A baby girl, no more than hours old, was pulled from the debris of a collapsed apartment block in the Venezuelan coastal city of La Guaira on Tuesday. The rescue came as a UK-funded humanitarian convoy rolled into the city, offering a stark symbol of the gap between international aid and the grinding reality of life in a nation collapsed by economic crisis.
The newborn, wrapped in a bloodied sheet and still attached to her umbilical cord, was found by local volunteers digging through what remained of a four-storey building. The structure, weakened by years of neglect and a recent tremor, gave way on Monday night. Her mother is believed to be among the missing. The baby was rushed to a makeshift clinic set up in a school gymnasium, where aid workers from the British charity World Vision stabilised her.
“The girl is very lucky,” said Maria Torres, a nurse with the charity. “But for every one we save, there are ten we cannot reach. The collapse of basic services here is a daily disaster.”
The UK-backed relief operation, a convoy of 12 trucks carrying food, medicine, and water purification tablets, arrived in La Guaira earlier on Tuesday. The aid is part of a £50 million package announced by the Foreign Office in January, aimed at alleviating the worst of Venezuela’s humanitarian crisis. But for the residents of La Guaira, a working-class port city that once served as the main gateway for oil exports, the assistance feels too little and too late.
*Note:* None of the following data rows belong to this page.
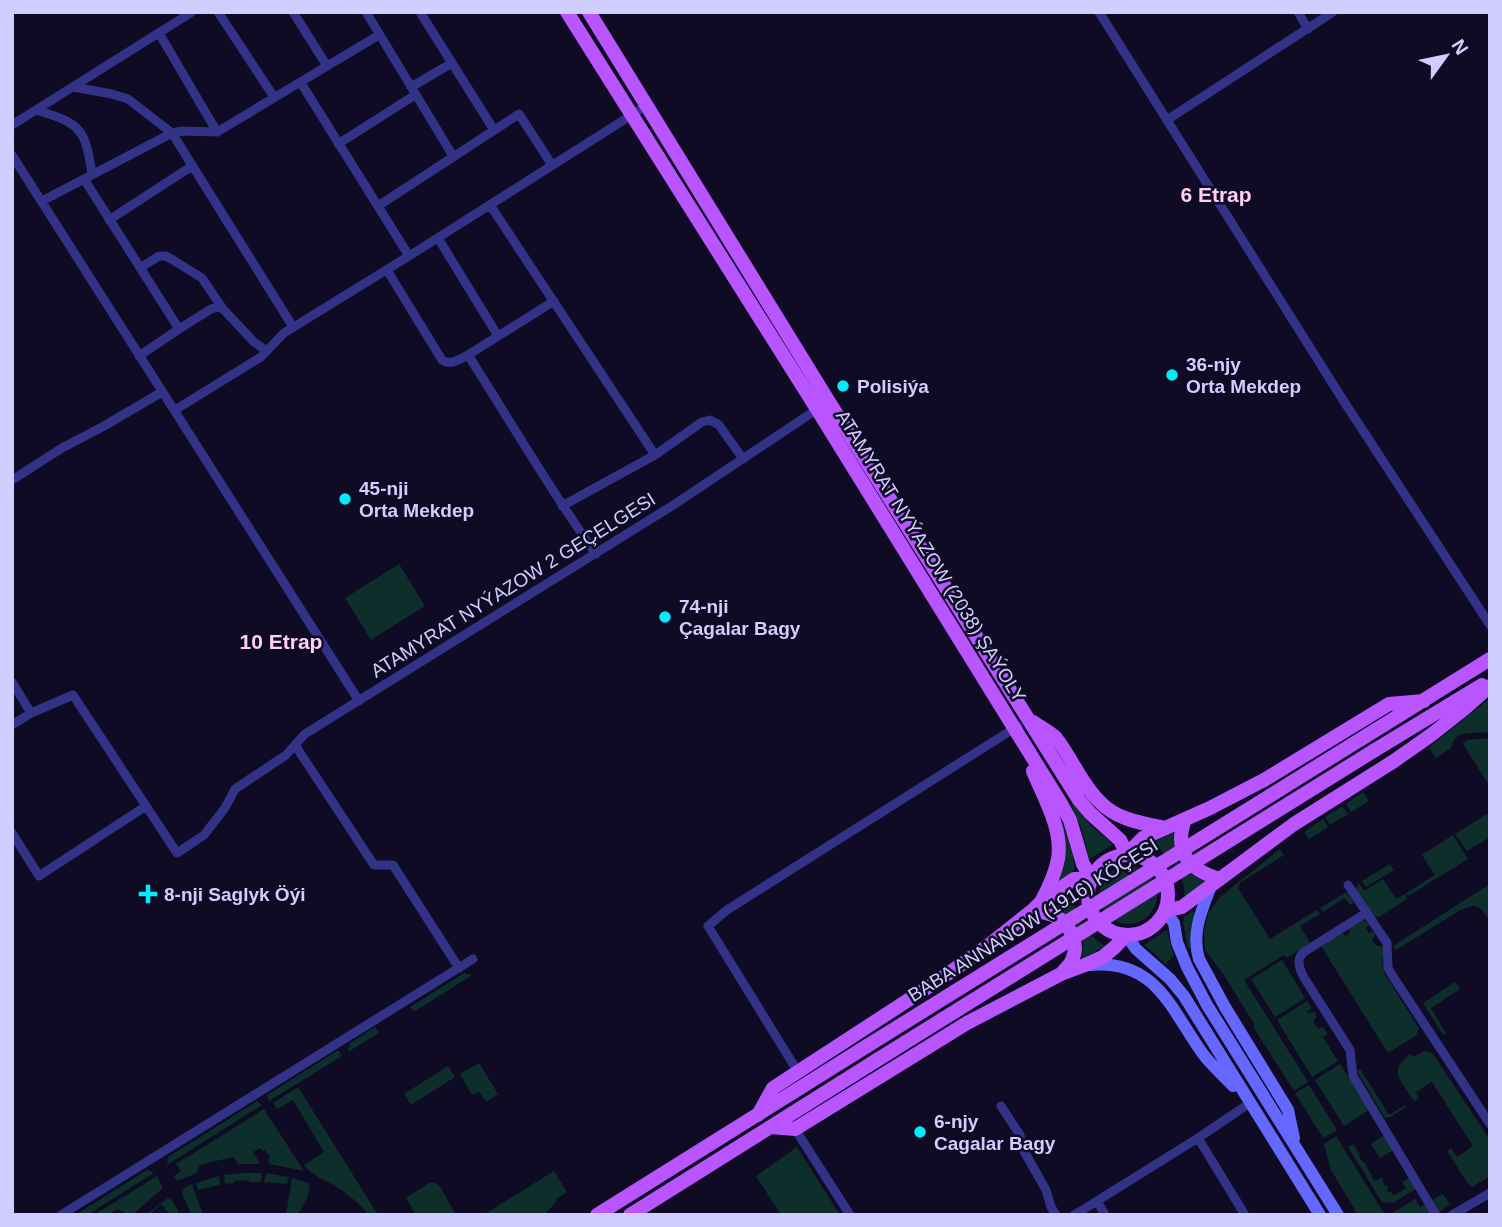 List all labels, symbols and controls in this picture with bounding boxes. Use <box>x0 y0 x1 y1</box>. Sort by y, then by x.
north arrow <box>1411 21 1481 91</box>
text: N <box>1447 36 1472 58</box>
district label: 6 Etrap <box>1180 183 1252 206</box>
place label: 36-njy Orta Mekdep <box>1186 354 1301 397</box>
marker: 36-njy Orta Mekdep <box>1164 367 1180 383</box>
place label: Polisiýa <box>857 376 929 397</box>
marker: Polisiýa <box>835 378 851 394</box>
street label: ATAMYRAT NYÝAZOW (2038) ŞAÝOLY <box>832 406 1030 706</box>
place label: 45-nji Orta Mekdep <box>359 478 474 521</box>
street label: ATAMYRAT NYÝAZOW 2 GEÇELGESI <box>367 488 659 682</box>
marker: 45-nji Orta Mekdep <box>337 491 353 507</box>
place label: 74-nji Çagalar Bagy <box>679 596 801 639</box>
marker: 74-nji Çagalar Bagy <box>657 609 673 625</box>
district label: 10 Etrap <box>240 630 322 653</box>
street label: BABA ANNANOW (1916) KÖÇESI <box>904 834 1162 1006</box>
marker: 8-nji Saglyk Öýi <box>138 884 158 904</box>
place label: 8-nji Saglyk Öýi <box>164 884 306 905</box>
place label: 6-njy Cagalar Bagy <box>934 1111 1056 1154</box>
marker: 6-njy Cagalar Bagy <box>912 1124 928 1140</box>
“We have been forgotten,” said Carlos Ruiz, a 45-year-old dockworker who lost his job when the port closed last year. “The politicians in Caracas and London talk about us, but they don’t live here. They don’t see our children go hungry.”
The collapse of the apartment building is a grim echo of the wider collapse of Venezuela’s infrastructure. The country’s GDP has shrunk by 75% in the past decade, hyperinflation has made the currency worthless, and some 7 million people have fled. But for those who remain, like the families of La Guaira, the daily struggle is not a statistic but a tangible weight.
“The utility poles are rotting, the water pipes are rusted, the buildings are falling down,” said Ana Lucia Martinez, a local community organiser. “We are not asking for handouts. We are asking for the means to rebuild our lives.”
The UK government has defended its aid programme, pointing to the distribution of 20,000 food parcels and medical supplies for 150,000 people across Venezuela. But critics argue that the aid is too focused on short-term relief and does nothing to address the root causes of the crisis: the authoritarian rule of Nicolas Maduro, the mismanagement of the oil industry, and the international sanctions that have crippled the economy.
“The British want to look like they care, but they are still supporting the sanctions that have starved us,” said a local merchant who asked not to be named for fear of reprisals. “A few boxes of rice and medicine do not make up for the years of hardship.”
As the sun set over La Guaira, the rescue workers continued their search for survivors. The newborn, now being fed from a bottle, was the only one found alive. Her story has become a rallying cry for those who demand not just aid but a real economic future. “We cannot raise a child on charity,” said Maria Torres. “We need jobs, we need stability, we need hope.”
For now, the UK-backed relief is a lifeline. But for the people of La Guaira, it is also a reminder of how far they have fallen and how much further they have to go.